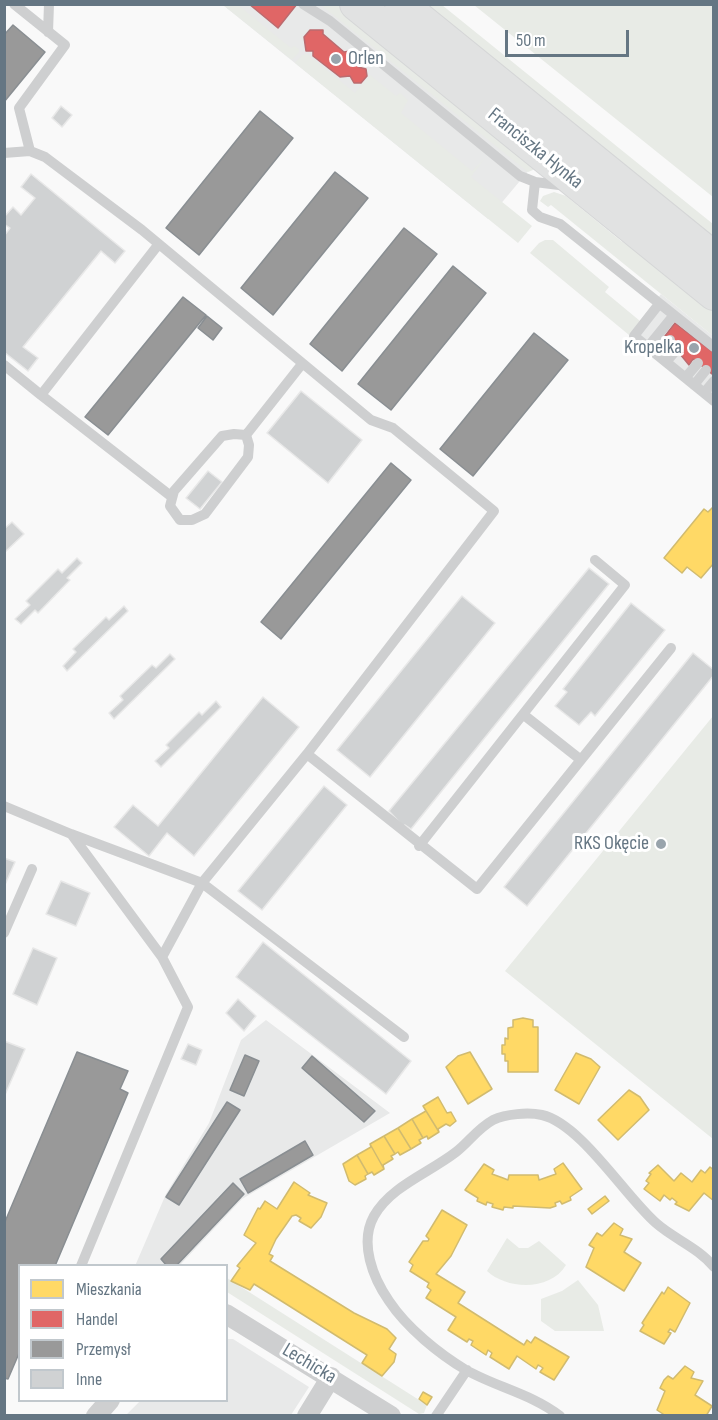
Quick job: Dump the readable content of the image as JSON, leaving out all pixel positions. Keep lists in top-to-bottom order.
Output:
{
  "streets": {
    "main road": ["Franciszka Hynka"],
    "street": ["Lechicka"]
  },
  "places": ["Orlen", "Kropelka", "RKS Okęcie"],
  "legend": [
    "Mieszkania",
    "Handel",
    "Przemysł",
    "Inne"
  ],
  "scale_bar": "50 m"
}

---

[Task item] Exclude the pictures, then retype every record exactly.

[Written answer]
Quick job: Dump the readable content of the image as JSON, leaving out all pixel positions. Keep lists in top-to-bottom order.
Output:
{
  "streets": {
    "main road": ["Franciszka Hynka"],
    "street": ["Lechicka"]
  },
  "places": ["Orlen", "Kropelka", "RKS Okęcie"],
  "legend": [
    "Mieszkania",
    "Handel",
    "Przemysł",
    "Inne"
  ],
  "scale_bar": "50 m"
}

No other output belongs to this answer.